Singapore applies drastic measures to protect personal data
The entire public service of Singapore will have to conform to a common framework to safeguard citizens' personal data, beginning with 13 new measures developed after a spate of breaches in the past year, reported local media.
Illustrative image (Source: .straitstimes.com) |
These digital measures, some of which are being put in place, aim to make databases unusable if information has been wrongfully extracted from them, detect unusual data transmissions and limit users' access rights.
Sensitive files have to be encrypted and highly sensitive attributes of individuals, such as one's HIV status, are to be hidden away in a separate system with tighter controls.

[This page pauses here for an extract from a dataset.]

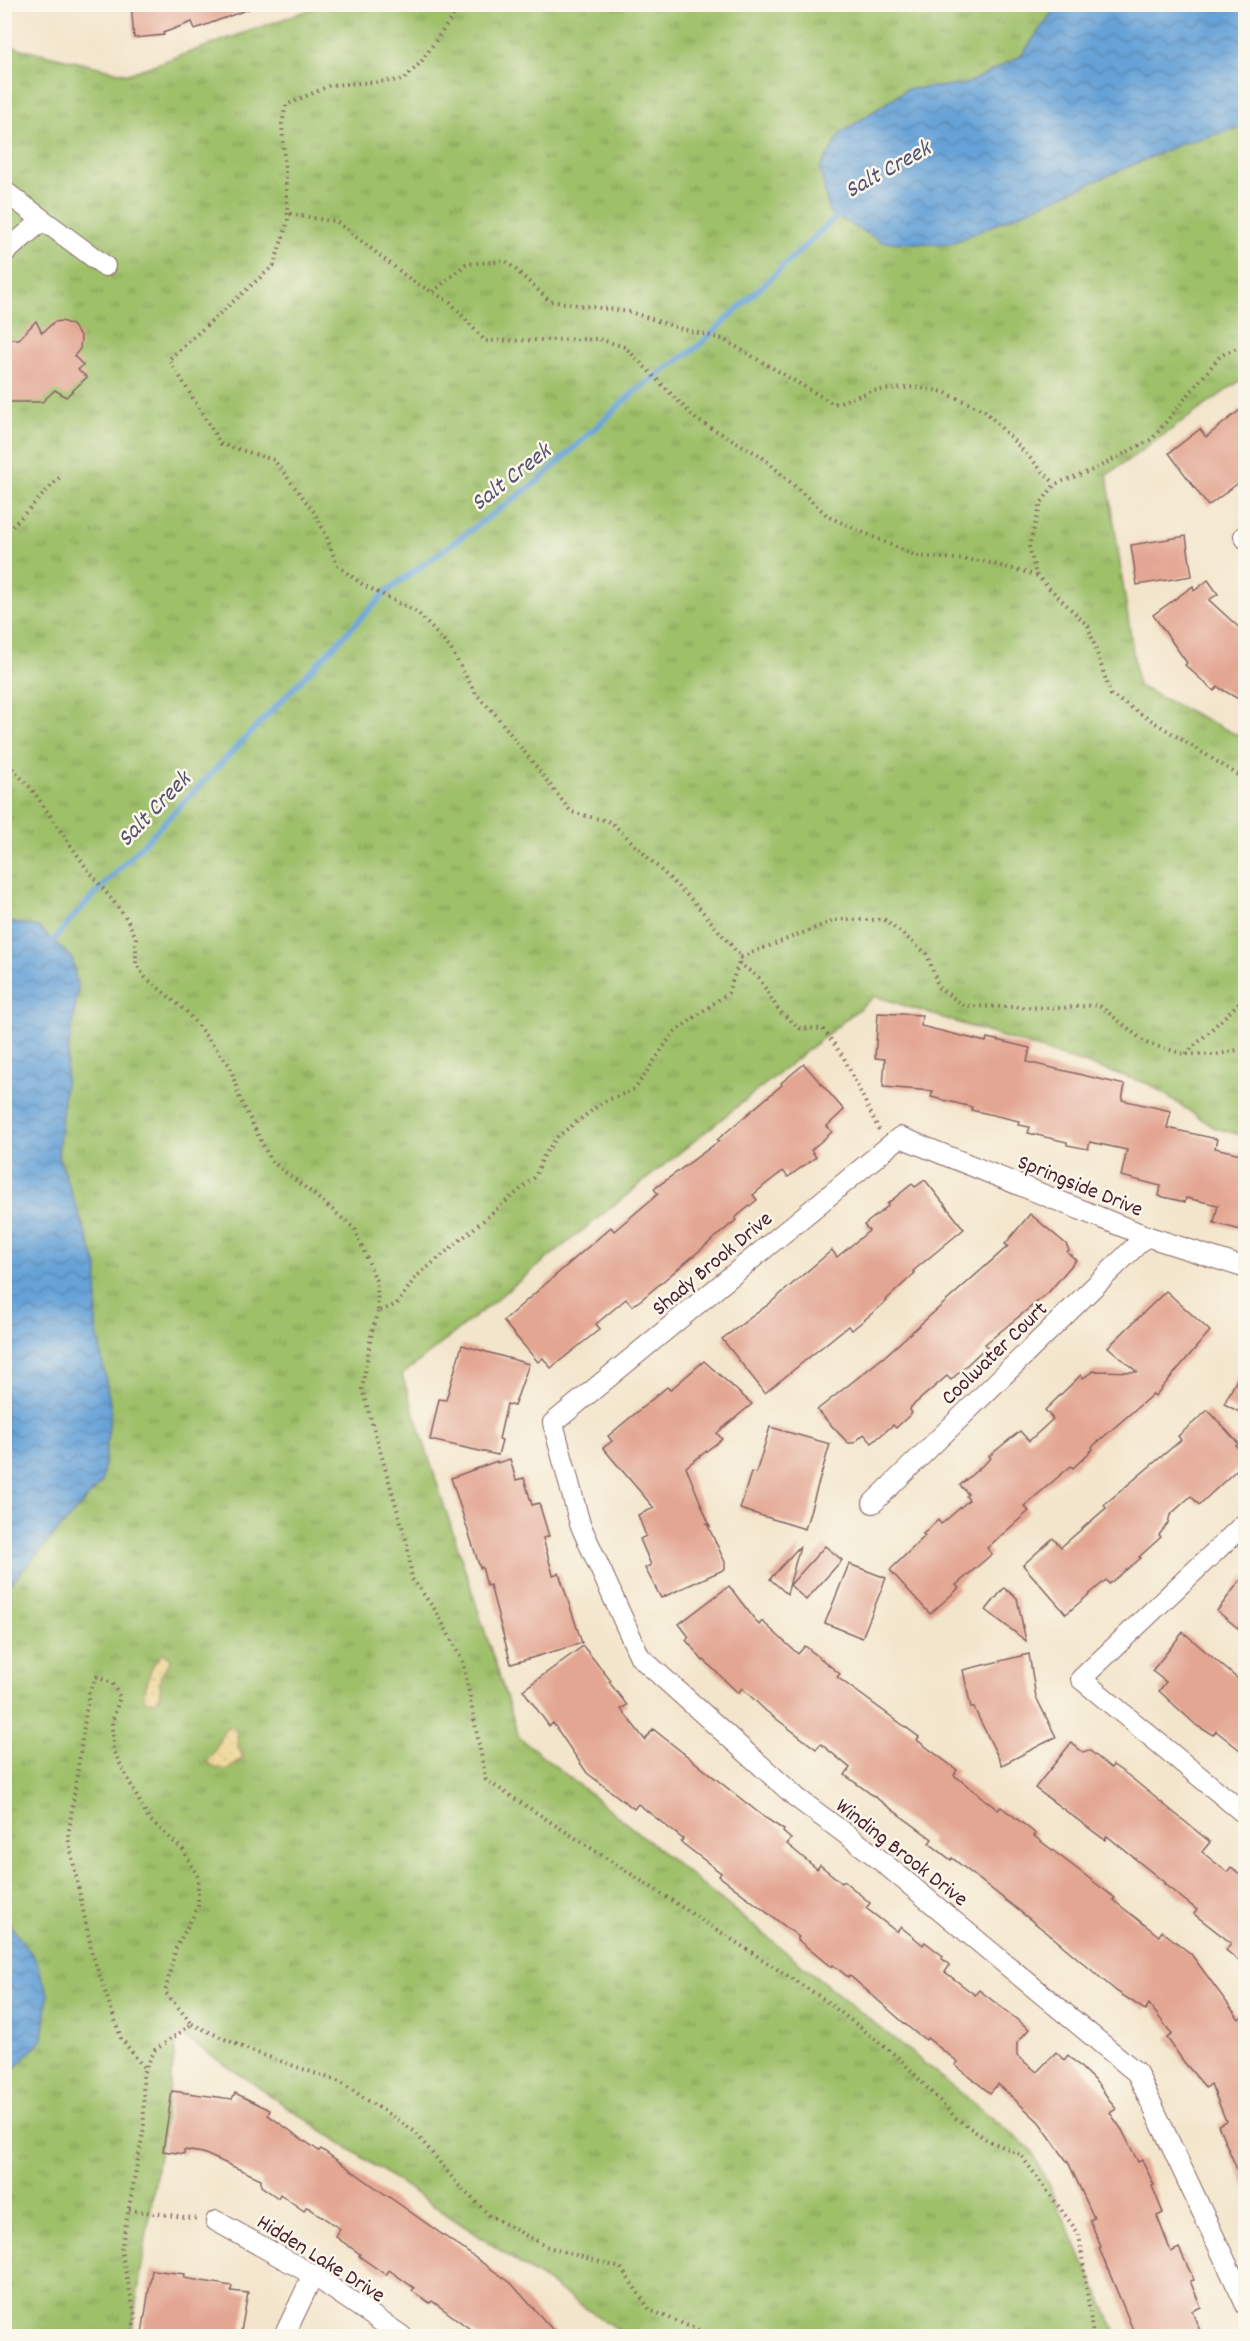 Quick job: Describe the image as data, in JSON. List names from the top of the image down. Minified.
{"streets":{"street":["Springside Drive","Shady Brook Drive","Coolwater Court","Winding Brook Drive","Hidden Lake Drive"]},"crossings":[["Springside Drive","Shady Brook Drive"],["Springside Drive","Coolwater Court"],["Shady Brook Drive","Winding Brook Drive"]],"water":["Salt Creek"]}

All the 13 measures will eventually be deployed to accord the highest level of protection for the most sensitive information. For instance, the database of patients with infectious diseases and individuals who were bankrupt will have the highest form of protection involving most, if not all, of the 13 measures.
The technical measures announced on 15 July are the first of more to come from a new Public Sector Data Security Review Committee, which was convened by Singaporean Prime Minister Lee Hsien Loong in April this year.
The committee was formed after a spate of cyber-security breaches over the past year, with the latest involving the personal data of more than 800,000 blood donors accessed illegally and uploaded on an unauthorised server for more than two months.
Singapore's worst cyber-attack happened in June last year and involved the database of Singapore's largest public healthcare cluster SingHealth. Hackers made away with the personal data of 1.5 million patients and the outpatient prescription information of 160,000 people, including Prime Minister Lee Hsien Loong.